August 26, 2008, was the worst day of Asmita Digal’s life and the last day of her husband’s.
Digal lived with her husband, Rajesh, a pastor, and their two young daughters in Kandhamal, a community in the eastern Indian state of Odisha, then called Orissa. Christians and Hindus had lived as neighbors relatively peacefully in the area for years.
The majority of Christians in Kandhamal were Dalit converts who demanded that the government continue to pay them reparations even though the law discriminated against them, only allowing Hindu scheduled caste members to get funds. But Hindutva (a political ideology seeking to establish the hegemony of Hindus and Hinduism in India) groups used the Dalit converts’ actions as a justification to instigate tensions between the local tribes and the Christian majority-Dalit community of the area.
In December 2007, Hindu nationalists had burned down churches and Christian houses. But the worst yet came the following August.
Rajesh Digal was returning home when a mob surrounded him. Finding a Bible in his possession, the mob assaulted him and buried his body, leaving only his head above the ground.
“They kicked Digal’s head like a football,” said Asmita, who learned of the graphic details of her husband’s last moments from his Hindu friend, an eyewitness to the atrocities whom the mob set on fire after they rejected his religious claim. (The friend jumped into the river to extinguish the fire.)
When Rajesh asked for water to drink, one of the Hindu extremists urinated in his mouth.
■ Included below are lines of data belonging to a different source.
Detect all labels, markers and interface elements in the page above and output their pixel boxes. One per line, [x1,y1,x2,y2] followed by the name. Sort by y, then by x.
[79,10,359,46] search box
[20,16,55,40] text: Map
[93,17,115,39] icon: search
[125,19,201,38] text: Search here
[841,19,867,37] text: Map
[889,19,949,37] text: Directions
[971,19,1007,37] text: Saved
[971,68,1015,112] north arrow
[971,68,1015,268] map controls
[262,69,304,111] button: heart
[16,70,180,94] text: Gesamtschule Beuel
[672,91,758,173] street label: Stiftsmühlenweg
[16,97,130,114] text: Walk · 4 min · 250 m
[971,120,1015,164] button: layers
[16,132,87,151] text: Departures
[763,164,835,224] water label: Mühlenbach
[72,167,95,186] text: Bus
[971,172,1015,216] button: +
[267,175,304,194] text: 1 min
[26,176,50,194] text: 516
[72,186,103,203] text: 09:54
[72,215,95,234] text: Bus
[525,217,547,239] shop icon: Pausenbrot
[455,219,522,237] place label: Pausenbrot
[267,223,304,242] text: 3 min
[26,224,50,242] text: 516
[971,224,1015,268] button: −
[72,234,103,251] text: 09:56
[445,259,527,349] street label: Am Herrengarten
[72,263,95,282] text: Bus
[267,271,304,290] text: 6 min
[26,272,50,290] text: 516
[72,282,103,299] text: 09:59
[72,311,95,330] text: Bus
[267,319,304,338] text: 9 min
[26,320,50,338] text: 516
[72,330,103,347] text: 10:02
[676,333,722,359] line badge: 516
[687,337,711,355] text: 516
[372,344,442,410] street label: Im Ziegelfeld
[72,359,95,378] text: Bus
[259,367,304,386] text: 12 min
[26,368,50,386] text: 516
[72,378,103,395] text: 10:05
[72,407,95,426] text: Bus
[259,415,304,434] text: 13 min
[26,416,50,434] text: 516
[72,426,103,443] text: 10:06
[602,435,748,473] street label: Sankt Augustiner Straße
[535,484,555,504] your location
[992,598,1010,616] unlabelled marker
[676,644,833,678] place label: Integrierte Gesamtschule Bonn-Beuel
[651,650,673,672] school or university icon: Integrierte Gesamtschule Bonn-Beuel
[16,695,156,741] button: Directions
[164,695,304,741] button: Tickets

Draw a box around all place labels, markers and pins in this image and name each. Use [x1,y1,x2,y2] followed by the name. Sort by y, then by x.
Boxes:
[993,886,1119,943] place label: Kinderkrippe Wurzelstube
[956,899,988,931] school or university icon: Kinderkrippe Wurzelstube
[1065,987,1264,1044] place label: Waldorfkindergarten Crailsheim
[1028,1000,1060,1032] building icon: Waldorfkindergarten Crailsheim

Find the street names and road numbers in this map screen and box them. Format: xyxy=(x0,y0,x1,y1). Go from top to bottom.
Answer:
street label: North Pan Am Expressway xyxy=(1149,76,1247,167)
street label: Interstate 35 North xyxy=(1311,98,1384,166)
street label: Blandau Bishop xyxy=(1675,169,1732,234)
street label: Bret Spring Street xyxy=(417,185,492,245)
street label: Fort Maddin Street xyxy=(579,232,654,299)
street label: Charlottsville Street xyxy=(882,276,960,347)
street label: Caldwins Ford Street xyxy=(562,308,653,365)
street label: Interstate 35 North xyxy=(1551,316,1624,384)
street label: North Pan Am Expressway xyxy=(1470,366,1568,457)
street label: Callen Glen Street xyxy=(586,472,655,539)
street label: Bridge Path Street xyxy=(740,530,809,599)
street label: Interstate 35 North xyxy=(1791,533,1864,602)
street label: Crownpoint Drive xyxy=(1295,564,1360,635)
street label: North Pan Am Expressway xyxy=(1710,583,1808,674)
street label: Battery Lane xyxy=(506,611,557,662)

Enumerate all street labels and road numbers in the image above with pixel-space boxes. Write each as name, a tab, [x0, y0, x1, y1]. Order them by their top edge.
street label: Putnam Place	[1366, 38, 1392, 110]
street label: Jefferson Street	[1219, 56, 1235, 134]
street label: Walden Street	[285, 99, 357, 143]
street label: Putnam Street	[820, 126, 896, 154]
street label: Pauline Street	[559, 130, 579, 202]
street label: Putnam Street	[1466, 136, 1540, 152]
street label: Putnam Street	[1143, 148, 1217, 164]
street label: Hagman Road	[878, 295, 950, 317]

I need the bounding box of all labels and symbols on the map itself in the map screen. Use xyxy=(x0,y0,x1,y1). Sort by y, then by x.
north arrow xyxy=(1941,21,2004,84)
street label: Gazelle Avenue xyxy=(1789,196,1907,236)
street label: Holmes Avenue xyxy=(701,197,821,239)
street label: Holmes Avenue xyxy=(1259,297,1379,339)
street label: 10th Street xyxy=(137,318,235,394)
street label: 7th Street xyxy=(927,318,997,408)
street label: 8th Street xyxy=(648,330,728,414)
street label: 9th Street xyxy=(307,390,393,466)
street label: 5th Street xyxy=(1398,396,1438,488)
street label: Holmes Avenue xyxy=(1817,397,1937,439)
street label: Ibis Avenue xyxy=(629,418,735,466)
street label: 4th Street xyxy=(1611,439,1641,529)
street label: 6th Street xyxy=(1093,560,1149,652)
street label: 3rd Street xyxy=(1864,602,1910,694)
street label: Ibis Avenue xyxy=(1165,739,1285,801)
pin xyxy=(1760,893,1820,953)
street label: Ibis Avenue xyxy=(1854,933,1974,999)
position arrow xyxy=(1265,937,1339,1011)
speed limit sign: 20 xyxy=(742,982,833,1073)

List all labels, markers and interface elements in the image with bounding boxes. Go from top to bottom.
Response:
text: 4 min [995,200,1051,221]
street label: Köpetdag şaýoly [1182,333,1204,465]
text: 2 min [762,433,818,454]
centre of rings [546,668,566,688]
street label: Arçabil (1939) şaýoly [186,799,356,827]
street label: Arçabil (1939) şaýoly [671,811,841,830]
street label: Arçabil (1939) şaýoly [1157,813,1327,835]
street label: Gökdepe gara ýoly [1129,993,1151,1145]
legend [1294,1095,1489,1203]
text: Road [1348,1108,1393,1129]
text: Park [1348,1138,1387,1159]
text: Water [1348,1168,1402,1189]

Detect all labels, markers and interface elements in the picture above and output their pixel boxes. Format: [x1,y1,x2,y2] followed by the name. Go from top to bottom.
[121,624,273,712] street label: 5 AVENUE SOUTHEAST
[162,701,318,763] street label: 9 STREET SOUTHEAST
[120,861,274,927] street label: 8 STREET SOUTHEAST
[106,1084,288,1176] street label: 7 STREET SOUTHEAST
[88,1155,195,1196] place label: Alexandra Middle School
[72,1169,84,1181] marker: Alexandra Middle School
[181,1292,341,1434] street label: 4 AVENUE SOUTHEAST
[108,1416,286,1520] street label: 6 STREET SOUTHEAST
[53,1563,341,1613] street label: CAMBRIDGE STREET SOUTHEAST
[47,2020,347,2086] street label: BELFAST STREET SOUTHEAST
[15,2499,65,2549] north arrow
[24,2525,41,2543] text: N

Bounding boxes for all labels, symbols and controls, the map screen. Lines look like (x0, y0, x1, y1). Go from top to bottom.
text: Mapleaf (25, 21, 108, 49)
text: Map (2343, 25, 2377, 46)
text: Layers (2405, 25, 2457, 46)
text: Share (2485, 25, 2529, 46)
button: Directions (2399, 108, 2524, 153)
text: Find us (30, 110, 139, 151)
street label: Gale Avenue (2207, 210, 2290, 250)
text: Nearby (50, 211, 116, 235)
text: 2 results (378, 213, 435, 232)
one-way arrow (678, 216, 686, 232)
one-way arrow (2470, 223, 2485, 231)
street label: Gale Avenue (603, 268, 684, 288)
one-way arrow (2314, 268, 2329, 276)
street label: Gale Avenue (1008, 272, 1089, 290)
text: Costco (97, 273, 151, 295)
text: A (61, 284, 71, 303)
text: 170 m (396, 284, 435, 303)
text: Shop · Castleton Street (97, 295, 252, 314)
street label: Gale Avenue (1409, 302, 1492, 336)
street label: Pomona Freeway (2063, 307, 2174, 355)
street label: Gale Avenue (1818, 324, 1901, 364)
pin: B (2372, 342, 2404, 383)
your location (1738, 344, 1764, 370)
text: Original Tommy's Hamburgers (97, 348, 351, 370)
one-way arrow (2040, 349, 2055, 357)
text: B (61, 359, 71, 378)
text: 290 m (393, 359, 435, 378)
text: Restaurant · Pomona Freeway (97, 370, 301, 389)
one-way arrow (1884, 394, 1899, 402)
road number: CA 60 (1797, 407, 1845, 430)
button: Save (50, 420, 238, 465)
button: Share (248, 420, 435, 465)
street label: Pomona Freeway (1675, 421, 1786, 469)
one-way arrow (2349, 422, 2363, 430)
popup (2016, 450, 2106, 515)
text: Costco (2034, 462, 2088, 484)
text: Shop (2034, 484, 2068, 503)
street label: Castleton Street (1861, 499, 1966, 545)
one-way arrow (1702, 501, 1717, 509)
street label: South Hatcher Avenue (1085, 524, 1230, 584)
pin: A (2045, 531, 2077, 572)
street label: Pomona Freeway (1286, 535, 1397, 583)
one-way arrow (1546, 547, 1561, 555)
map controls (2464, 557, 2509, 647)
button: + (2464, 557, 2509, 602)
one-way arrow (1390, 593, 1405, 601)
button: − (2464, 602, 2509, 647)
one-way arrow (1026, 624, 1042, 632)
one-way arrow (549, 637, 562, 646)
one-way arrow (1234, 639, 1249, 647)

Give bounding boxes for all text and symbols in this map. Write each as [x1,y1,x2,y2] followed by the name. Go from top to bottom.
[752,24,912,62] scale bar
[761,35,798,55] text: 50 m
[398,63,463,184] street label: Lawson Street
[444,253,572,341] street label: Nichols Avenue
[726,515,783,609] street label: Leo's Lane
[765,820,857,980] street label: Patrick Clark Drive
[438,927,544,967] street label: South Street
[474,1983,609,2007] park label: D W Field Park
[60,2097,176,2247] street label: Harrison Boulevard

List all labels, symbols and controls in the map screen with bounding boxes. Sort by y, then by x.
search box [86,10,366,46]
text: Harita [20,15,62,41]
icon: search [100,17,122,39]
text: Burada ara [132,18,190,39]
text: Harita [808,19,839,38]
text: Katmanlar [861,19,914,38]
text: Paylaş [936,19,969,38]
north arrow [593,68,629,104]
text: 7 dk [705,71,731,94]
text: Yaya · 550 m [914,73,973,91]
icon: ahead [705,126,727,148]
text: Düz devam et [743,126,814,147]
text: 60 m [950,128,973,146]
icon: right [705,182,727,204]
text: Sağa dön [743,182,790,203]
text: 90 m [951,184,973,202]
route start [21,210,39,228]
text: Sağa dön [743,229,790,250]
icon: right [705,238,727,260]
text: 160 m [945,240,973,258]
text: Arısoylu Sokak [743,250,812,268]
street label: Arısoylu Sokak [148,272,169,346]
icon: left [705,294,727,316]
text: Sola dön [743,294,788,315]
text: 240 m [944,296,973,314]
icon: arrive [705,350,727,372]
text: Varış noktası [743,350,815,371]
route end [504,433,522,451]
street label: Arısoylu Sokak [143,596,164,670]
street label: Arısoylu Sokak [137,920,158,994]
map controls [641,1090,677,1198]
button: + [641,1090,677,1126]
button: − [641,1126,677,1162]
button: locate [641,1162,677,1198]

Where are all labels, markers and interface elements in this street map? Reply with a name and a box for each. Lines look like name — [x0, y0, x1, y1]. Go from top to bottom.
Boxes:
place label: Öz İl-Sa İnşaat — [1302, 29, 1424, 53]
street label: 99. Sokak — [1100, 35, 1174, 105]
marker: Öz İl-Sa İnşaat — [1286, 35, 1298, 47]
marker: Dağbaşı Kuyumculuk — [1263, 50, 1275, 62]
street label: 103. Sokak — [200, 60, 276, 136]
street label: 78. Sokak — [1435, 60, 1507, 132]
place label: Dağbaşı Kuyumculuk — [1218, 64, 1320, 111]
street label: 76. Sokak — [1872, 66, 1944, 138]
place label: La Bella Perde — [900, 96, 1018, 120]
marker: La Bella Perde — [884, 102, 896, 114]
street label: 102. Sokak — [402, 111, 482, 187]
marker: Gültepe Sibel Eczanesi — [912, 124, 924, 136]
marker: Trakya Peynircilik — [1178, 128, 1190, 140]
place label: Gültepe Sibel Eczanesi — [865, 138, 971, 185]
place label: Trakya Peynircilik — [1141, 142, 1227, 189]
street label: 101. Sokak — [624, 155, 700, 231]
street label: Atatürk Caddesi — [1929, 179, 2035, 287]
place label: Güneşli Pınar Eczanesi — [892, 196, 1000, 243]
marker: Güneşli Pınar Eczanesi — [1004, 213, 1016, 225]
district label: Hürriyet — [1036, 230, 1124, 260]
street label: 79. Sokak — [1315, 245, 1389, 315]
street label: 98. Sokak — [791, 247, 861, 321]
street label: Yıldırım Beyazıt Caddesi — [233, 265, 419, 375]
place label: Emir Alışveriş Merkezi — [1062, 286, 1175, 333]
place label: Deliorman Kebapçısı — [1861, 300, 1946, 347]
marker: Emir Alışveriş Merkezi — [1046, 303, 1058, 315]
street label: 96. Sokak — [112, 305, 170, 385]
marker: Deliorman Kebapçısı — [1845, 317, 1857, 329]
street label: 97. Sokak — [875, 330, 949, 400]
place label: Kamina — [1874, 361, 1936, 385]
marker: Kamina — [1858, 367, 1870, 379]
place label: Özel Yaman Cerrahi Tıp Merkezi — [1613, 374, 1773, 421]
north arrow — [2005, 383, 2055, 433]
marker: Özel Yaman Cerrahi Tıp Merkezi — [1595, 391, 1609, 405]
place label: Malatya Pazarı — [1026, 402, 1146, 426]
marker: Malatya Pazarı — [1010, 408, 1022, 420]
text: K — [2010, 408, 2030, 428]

After intense torture, the mob covered Digal’s face with mud and buried him alive.
Asmita Digal reported the matter to the police, but when they searched for the body, they couldn’t find it, leading her to believe that his killers had exhumed and disposed of it. She and her daughters, ages four and one, fled.
“We were in the jungle for three days, without food and water. I had a packet of cookie on which my daughters survived,” Digal said.
When the family returned home, they found their home burned down. For three years, the family took shelter in a relief camp with other displaced Christians, 30 miles from her home. No one was ever prosecuted for her husband’s death or the majority of deaths of the more than 100 people who lost their lives in the wave of massive anti-Christian violence.
The Indian government paid damages to some widows like Digal who lost their husbands to the mob. But not all traumatized families received money for the murder of their fathers and husbands, and none received compensation for property damage or loss.
In the nearly 15 years since, with no fixed monthly support from the government or church, the widows have struggled on a daily basis to provide for their families. In addition to facing poverty, many still suffer significant emotional trauma from the horrors of the attacks.